DEMOCRATIC COUNTER-PROGRAMMING. Democratic National Committee Chairwoman Debbie-Wasserman Schultz will be in Boston to pre-but the Republican candidates with press conference this morning, and then Dartmouth at 5: 30 p.m. Eastern for a pen-and-pad with reporters covering tonight’s debate. According to DNC Communications Director Brad Woodhouse, “She’ll have a simple message — if you like what you got during last decade when Republicans were in charge — you’ll love what these folks are proposing: Let Wall Street write its own rules again, put consumers at the mercy of financial institutions again and their risky bets and fine print and give greater and greater tax breaks to the wealthy and big oil while telling the middle class to fend for itself. She’ll also emphasize how congressional Republicans and the GOP candidates are opposing the Americans Jobs Act, which Mark Zandi has said will give an immediate boost to the economy and create nearly 2 million jobs.”

 

ON TODAY’S “TOP LINE.” ABC’s Rick Klein and Amy Walter interview former George W. Bush communications director, Nicole Wallace, the author of a new political novel, “It’s Classified.” Also on the program, race car driver Danica Patrick. She is on Capitol Hill today to talk about chronic obstructive pulmonary disease (COPD). Patrick’s grandmother died from the disease and she is part of a new awareness campaign. Watch “Top Line” LIVE at 12:00 p.m.
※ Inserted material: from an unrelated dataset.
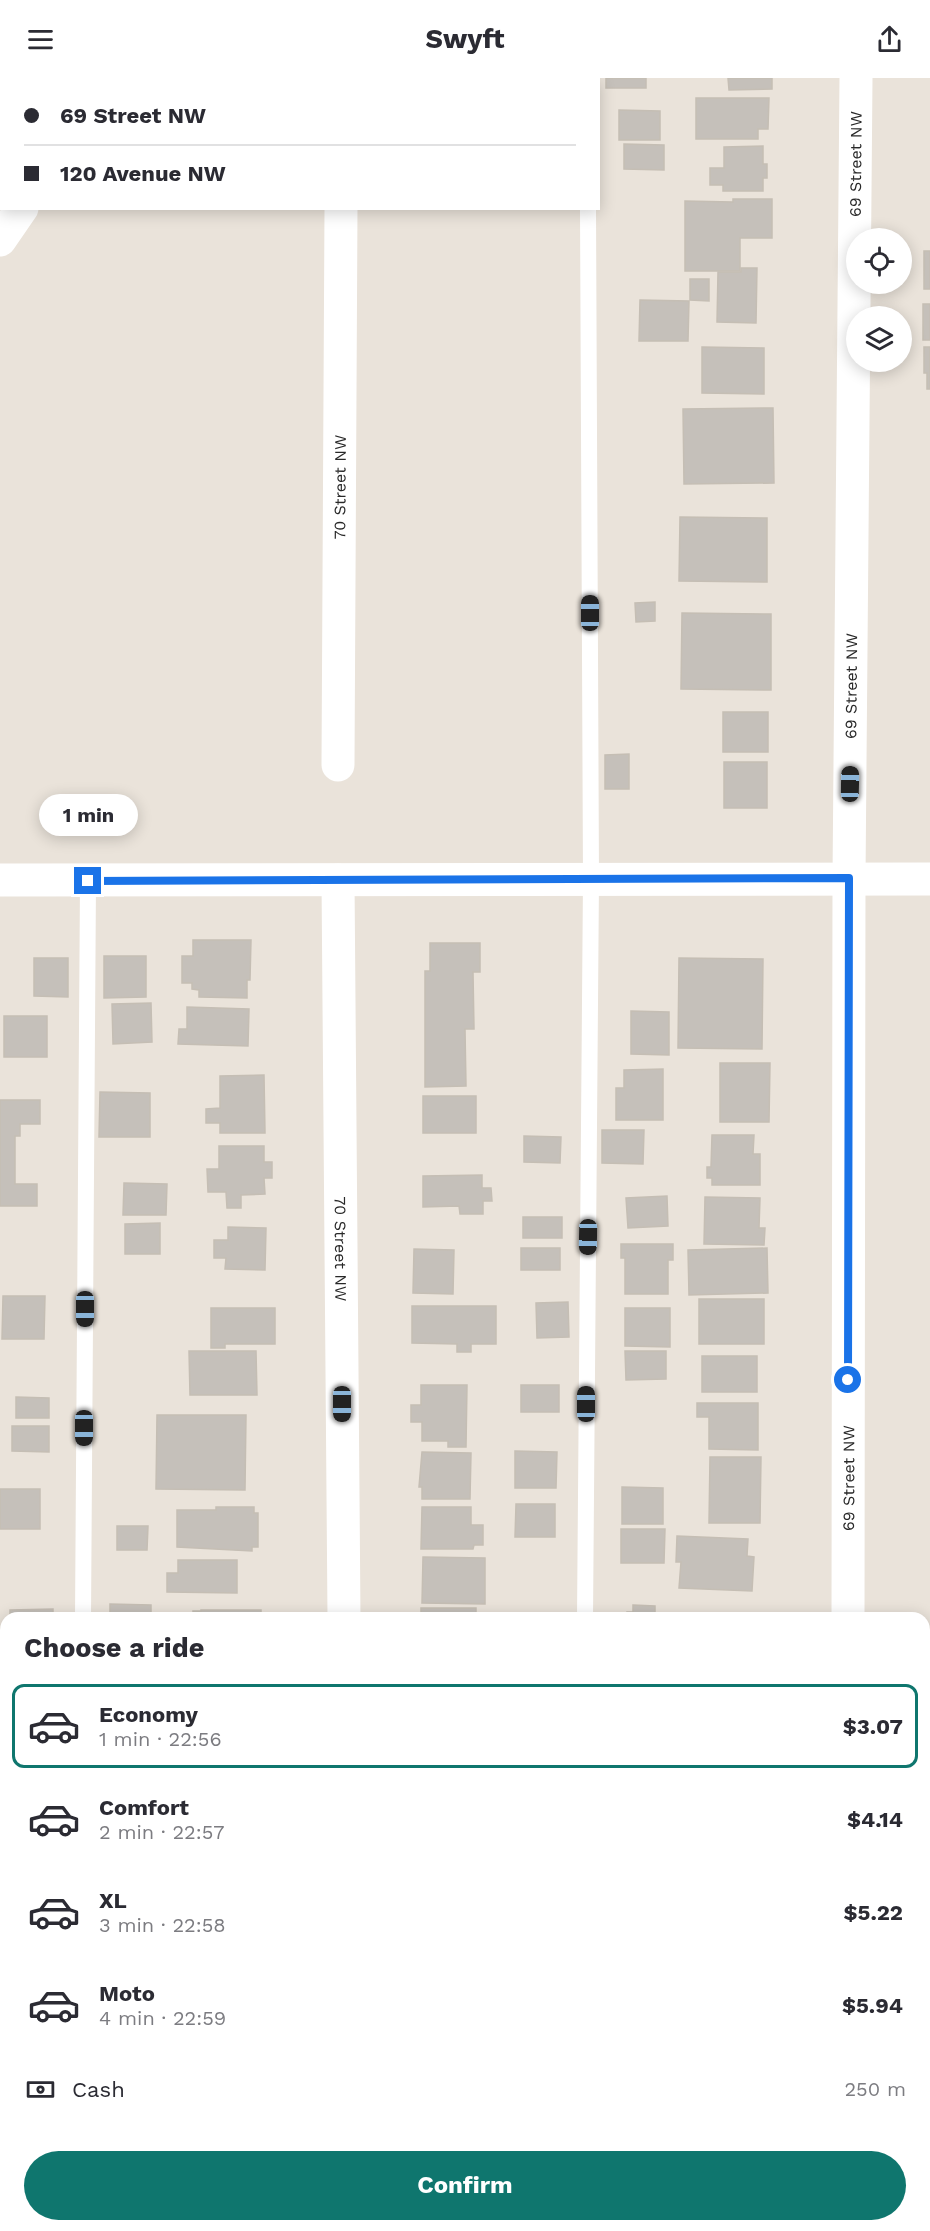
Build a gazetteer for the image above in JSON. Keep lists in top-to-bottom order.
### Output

Eastern.  http://abcn.ws/toplineliveabc  

 

DAVID PLOUFFE ON OCCUPY WALL STREET. “The protests you’re seeing are the same conversations people are having in living rooms and kitchens all across America,”  Plouffe said in an interview with ABC’s George Stephanopoulos on ” Good Morning America” today. “People are very frustrated by an economy that does not reward hard work and responsibility, where Wall Street and Main Street don’t seem to play by the same set of rules. The question is, on Wall Street reform, which the president passed, for instance most of the Republicans in Congress and I believe all the Republicans on the stage tonight in New Hampshire, they want to unwind Wall Street reform.” http://abcn.ws/pu8NaS

 

 

GEORGE W. BUSH on Iraq, Afghanistan: Drones Alone Would Not Have Defeated Taliban, ‘We Needed Boots on the Ground’ If former President George W. Bush had it to do all over again, he would still send troops into Iraq and Afghanistan. “If I thought it was a better strategy, I would have used it in the first place. I didn’t think so,” Bush told ABC News’ Bob Woodruff in an exclusive interview Sunday. “I don’t think you could have removed the Taliban from power by using only drones. We needed boots on the ground.” “One of the interesting things about history,” he continued, “It’s hard to remember what things were like ten years ago.” To the 30 percent of service members who, in a recent Pew Research Center poll, said that the wars weren’t worth fighting, Bush had this to say: “I hope history proves them wrong.” http://abcn.ws/nFBqNS

 

THE BUZZ

AXELROD ON JOBS BILL: ‘THE MORE PEOPLE KNOW…THE MORE THEY WANT CONGRESS TO PASS’ IT. “As President Obama’s jobs bill heads toward its first test vote in the Senate, senior Obama campaign strategist David Axelrod says that members of Congress who oppose the measure willingly defy a majority of American voters,” ABC’s Devin Dwyer reports. “‘Since introducing the American Jobs Act, the American people have rallied around President Obama’s call for Congress to pass this plan,’ Axelrod wrote in a memo distributed by the campaign Monday night. ‘The more people know about the American Jobs Act; the more they hear the President talking about it; the more they want Congress to pass the plan.’ Axelrod cites recent polling data to argue that support for the bill has gained momentum over the past month, ratcheting up pressure on members — including Democrats — some of whom seem prepared to vote ‘no.’ The most recent ABC News/Washington Post poll, for example, found that 52 percent of Americans support the bill with 36 percent opposed.” http://abcn.ws/p5SQYY

ON THE HILL: THE COMING REJECTION. ABC’s Sunlen Miller previews: “This evening the Senate will hold a cloture vote on the Democrats’ revision to the jobs bill with the millionaires tax included. It is expected to fail — but pay attention to how many Democratic defectors there are.” As ABC’s Jonathan Karl notes, it may only be a procedural vote, “but it’s also the only vote that counts. Four or five detectors would mean that a majority of the Democratically-controlled Senate would be rejecting the White House’s top priority. Ouch.”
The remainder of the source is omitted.